Discuss: sending multipart messages

Question

Discuss: sending multipart messages

skrap opened this issue 5 years ago · comments

ZMQ supports multipart messages, which have the useful property that if some part of the multipart message is received, then it's guaranteed that all of the parts are received. This lets zmq-based protocols use multipart messages for easy segmentation of the messages.

For example, it's common for pub/sub messages to be sent as multipart messages, with the topic sent as the first part (and subject to publisher-side filtering) and a payload sent as the second part of the multipart message.

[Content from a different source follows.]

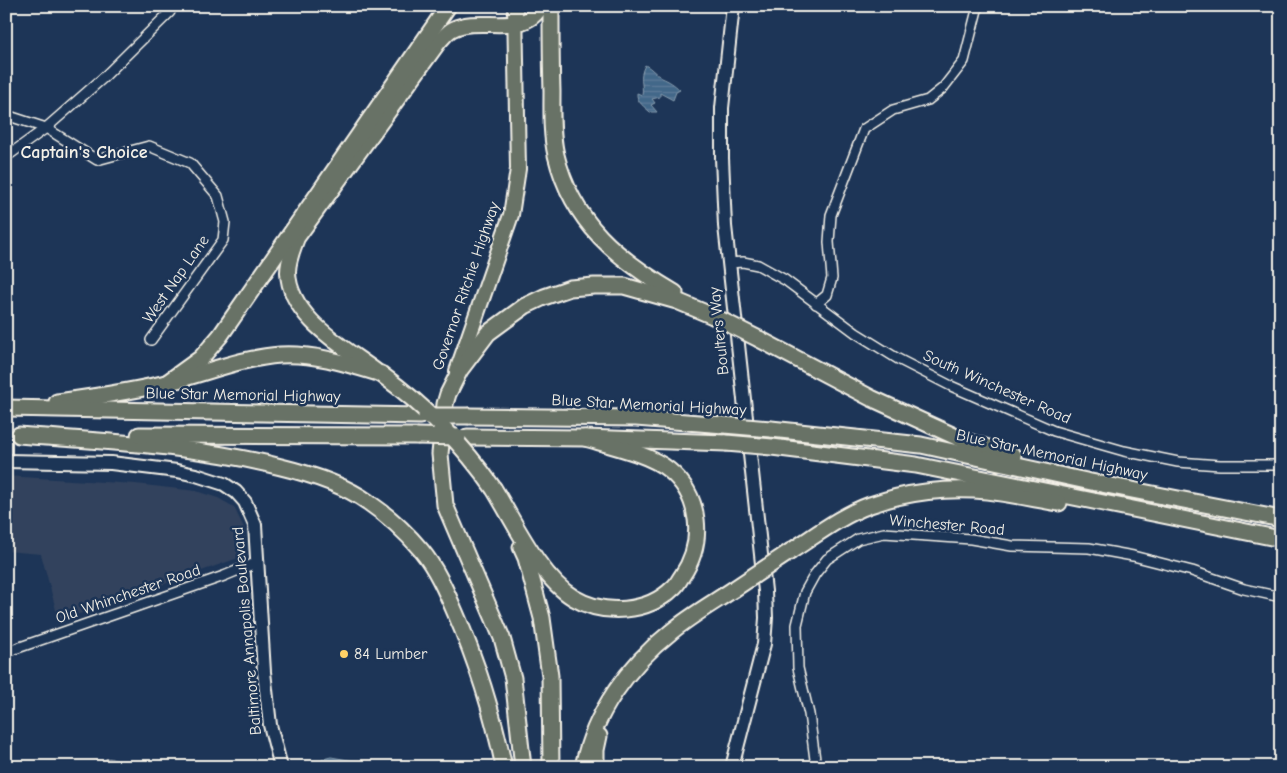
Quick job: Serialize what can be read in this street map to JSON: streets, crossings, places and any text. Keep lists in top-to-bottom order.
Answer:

While it's possible to support incoming multipart messages with this crate (via accumulation of incoming messages into a collection, and testing for multipart completion via get_rcvmore) I don't think it's possible to actually send multipart messages currently. We should support this!

The underlying ZMQ crate supports these messages via the send_multipart function, or via manual injection of the zmq::SNDMORE into the flags argument of the zmq::send function for all but the last of the multipart messages.

This issue is intended to be a discussion of how to best support the sending of multipart messages.

Here are some options I see:

Teach Poller to send_multipart
- This could accept a stream of messages
- ...or a iterable collection of messages.
- ...Or either.
  There's an efficiency tradeoff in requiring the preallocation of all multipart message parts before sending, but there's an ergonomic benefit to being able to compose a multipart message without chaining futures together.
Teach Poller to send_message_with_flags
- This would leave the logistics of arranging the multipart message up to the API's consumer. It would probably be less ergonomic to use, but with the benefit of transparency of what TMQ is up to behind the scenes.

There's probably other options out there! Just wanted to start the discussion. If this isn't the best place for this type of work, please let me know and I'll move this elsewhere.

Jonah Petri · Answer 1 · Tue Apr 09 2019 02:05:37 GMT+0800 (China Standard Time)

More options:

Change from zmq::Message as the SinkItem to some collection-of-messages type. tokio-zmq uses a VecDeque<S: zmq::Sendable>, which seems usable, though I'm not sure what the advantages of that over a Vec<> are.
Wrap zmq::Message in an outer type (tmq::Message could be used for this) which includes a has_more: bool, and possibly other flags as well. Switch to using that as the SinkItem type.

cetra3 · Answer 2 · Tue Apr 09 2019 07:46:14 GMT+0800 (China Standard Time)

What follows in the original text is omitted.